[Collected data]
==*==

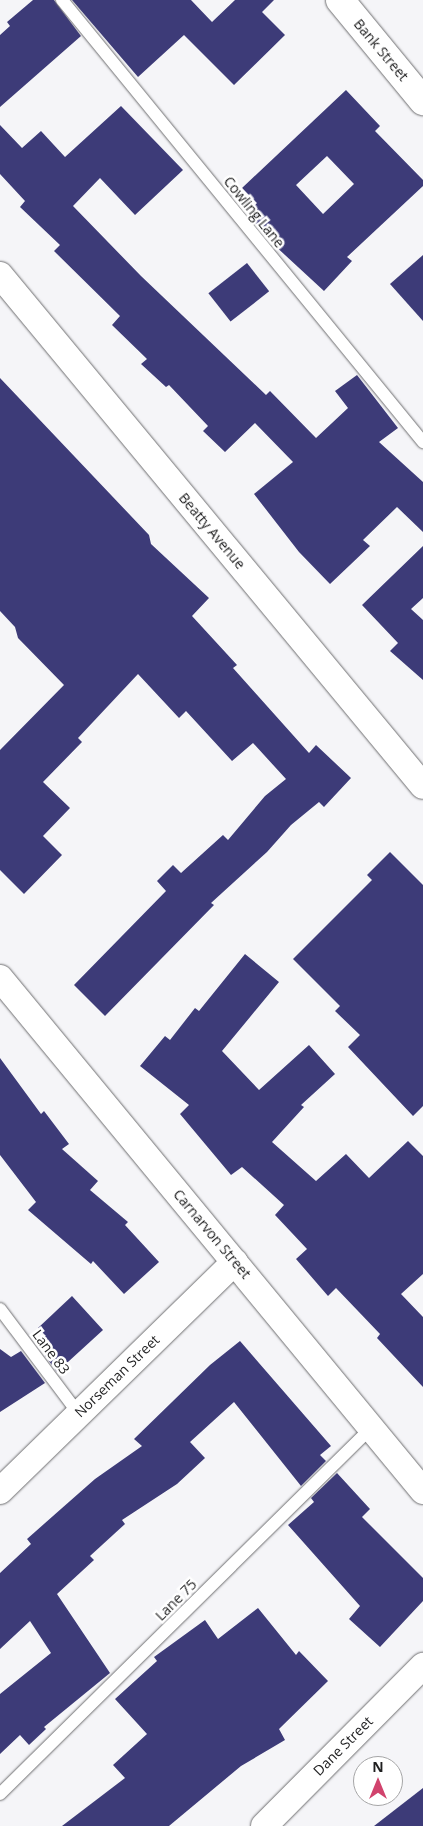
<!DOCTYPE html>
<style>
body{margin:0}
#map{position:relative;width:423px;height:1826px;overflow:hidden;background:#f5f5f8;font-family:"Open Sans",sans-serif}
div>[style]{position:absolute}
.building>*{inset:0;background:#3d3b78;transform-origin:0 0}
.roads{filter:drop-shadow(0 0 1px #6e6e70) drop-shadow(0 0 1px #6e6e70)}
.service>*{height:12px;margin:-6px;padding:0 6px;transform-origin:6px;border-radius:6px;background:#fff}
.minor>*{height:26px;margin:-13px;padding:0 13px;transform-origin:13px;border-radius:13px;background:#fff}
.tertiary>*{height:28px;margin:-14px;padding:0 14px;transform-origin:14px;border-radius:14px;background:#fff}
span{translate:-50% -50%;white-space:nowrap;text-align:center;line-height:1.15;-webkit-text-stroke:5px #fff;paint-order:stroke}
.street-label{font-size:14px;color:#1f1f20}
.north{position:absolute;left:353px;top:1756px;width:50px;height:50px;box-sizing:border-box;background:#fff;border:1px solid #a5a5a6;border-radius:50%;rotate:0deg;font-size:14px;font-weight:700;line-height:20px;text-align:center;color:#1f1f20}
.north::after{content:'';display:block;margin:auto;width:18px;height:22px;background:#d1436d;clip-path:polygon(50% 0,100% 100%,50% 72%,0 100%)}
</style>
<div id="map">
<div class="building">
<div style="clip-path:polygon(33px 0,54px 0,81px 36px,0 107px,0 35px,10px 26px,7px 22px)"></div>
<div style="clip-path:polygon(72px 0,191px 0,212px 22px,235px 0,274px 0,262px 12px,285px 35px,234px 85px,184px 35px,138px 77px)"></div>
<div style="clip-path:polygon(evenodd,346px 90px,380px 126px,375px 131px,423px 180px,423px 186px,347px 257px,352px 261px,324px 291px,272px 243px,247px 213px,257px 203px,242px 188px,346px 90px,327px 156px,354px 184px,323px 214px,296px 185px,327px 156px)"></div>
<div style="clip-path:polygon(121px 106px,183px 170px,135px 215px,100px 178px,73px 206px,141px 276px,266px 395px,270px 391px,316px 438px,348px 408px,335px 391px,357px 375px,398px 428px,379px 442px,423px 482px,423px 532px,397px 507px,363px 540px,370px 546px,330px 584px,299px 552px,254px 494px,293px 462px,255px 423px,225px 452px,203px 431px,208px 426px,169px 385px,166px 387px,141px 364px,147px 359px,112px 325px,120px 316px,54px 251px,60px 245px,20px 207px,25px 201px,0 174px,0 125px,22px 148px,41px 131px,65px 157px)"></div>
<div style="clip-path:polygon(423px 255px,423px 321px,390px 284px)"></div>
<div style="left:247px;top:263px;width:36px;height:49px;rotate:52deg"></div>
<div style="clip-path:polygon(0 378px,149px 535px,151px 544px,209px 598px,192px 616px,237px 665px,233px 668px,309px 753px,316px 745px,351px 778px,324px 807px,319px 802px,291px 825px,267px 852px,211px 903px,214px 905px,105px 1016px,74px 985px,166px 891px,157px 881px,173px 865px,181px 873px,223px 835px,228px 840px,265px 796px,286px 779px,253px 743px,232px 761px,186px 711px,179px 718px,138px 674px,78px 738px,82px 742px,43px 782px,70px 808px,43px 836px,62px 855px,24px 894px,0 870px,0 750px,64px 685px,18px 638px,15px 627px,0 611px)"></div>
<div style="clip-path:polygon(423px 546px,423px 598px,411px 609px,423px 620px,423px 680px,390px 651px,398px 643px,362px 605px)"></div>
<div style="clip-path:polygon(390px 852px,423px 885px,423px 1106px,413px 1116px,348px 1047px,360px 1035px,335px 1011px,340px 1006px,293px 959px,372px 880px,367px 875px)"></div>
<div style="clip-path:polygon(245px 954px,279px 982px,222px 1051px,259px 1090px,309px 1045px,335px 1074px,301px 1105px,304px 1107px,272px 1142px,316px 1181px,346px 1154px,369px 1178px,408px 1141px,423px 1156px,423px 1274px,401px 1294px,423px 1317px,423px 1387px,377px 1338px,380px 1334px,336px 1288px,328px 1296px,296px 1259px,307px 1249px,275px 1215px,284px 1205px,242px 1167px,231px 1175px,180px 1114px,189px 1105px,140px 1066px,165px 1036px,170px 1040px,195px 1008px,199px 1011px)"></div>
<div style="clip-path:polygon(0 1058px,41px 1114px,44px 1111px,69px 1144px,62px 1149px,98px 1181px,90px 1190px,128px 1222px,125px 1225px,159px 1262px,124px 1294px,93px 1261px,91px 1264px,28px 1210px,36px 1202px,0 1155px)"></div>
<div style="clip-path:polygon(72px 1296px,103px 1330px,57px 1372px,35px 1342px,46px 1336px,38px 1328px)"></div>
<div style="clip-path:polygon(240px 1341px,331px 1446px,320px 1455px,326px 1461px,301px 1486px,234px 1402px,190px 1442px,205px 1458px,177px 1484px,122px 1520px,125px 1524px,90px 1556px,94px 1560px,57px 1594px,110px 1673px,44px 1727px,46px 1729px,29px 1745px,20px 1735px,0 1754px,0 1694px,51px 1653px,30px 1621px,0 1649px,0 1573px,31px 1544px,27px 1539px,53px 1516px,95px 1479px,142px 1446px,134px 1439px,210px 1365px)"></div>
<div style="clip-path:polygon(0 1349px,11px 1357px,21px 1351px,45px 1383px,0 1412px)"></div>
<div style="clip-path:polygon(337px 1473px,370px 1509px,362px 1517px,423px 1578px,423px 1601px,380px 1647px,349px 1619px,360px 1606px,288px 1525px,314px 1502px,311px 1498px)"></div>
<div style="clip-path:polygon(258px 1608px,296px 1655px,299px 1651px,328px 1681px,279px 1729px,285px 1740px,241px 1766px,169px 1826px,62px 1826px,125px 1778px,113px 1765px,147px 1734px,115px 1699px,157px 1661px,154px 1657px,205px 1620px,218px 1639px)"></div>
<div style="clip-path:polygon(423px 1788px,423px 1826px,374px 1826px)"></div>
</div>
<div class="roads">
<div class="service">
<div style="left:62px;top:0;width:571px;rotate:50.76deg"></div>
<div style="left:0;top:1309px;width:130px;rotate:53.1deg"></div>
<div style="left:0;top:1794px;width:523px;rotate:-44.61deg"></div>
</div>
<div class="minor">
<div style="left:0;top:275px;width:663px;rotate:50.38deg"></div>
<div style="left:0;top:978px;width:665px;rotate:50.49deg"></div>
<div style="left:0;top:1491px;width:328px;rotate:-44.3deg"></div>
<div style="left:264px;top:1826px;width:226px;rotate:-45.2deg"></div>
</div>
<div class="tertiary">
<div style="left:340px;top:0;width:131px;rotate:50.6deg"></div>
</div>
</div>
<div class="street-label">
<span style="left:381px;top:50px;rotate:50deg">Bank Street</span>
<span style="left:254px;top:212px;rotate:51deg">Cowling Lane</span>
<span style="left:212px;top:531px;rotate:50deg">Beatty Avenue</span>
<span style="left:212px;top:1234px;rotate:50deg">Carnarvon Street</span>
<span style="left:51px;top:1352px;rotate:53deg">Lane 83</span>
<span style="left:117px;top:1376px;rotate:-44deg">Norseman Street</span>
<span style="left:176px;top:1600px;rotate:-45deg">Lane 75</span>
<span style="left:343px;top:1746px;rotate:-45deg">Dane Street</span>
</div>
<div class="north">N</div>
</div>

==*==

* [Action item]:
Please return, exactly as written, the lines from the first line of the records above through the line containing "1px #6e6e70) drop-shadow(0", both included, leaving out any pictures.

* [Result of the exercise]:
<!DOCTYPE html>
<style>
body{margin:0}
#map{position:relative;width:423px;height:1826px;overflow:hidden;background:#f5f5f8;font-family:"Open Sans",sans-serif}
div>[style]{position:absolute}
.building>*{inset:0;background:#3d3b78;transform-origin:0 0}
.roads{filter:drop-shadow(0 0 1px #6e6e70) drop-shadow(0 0 1px #6e6e70)}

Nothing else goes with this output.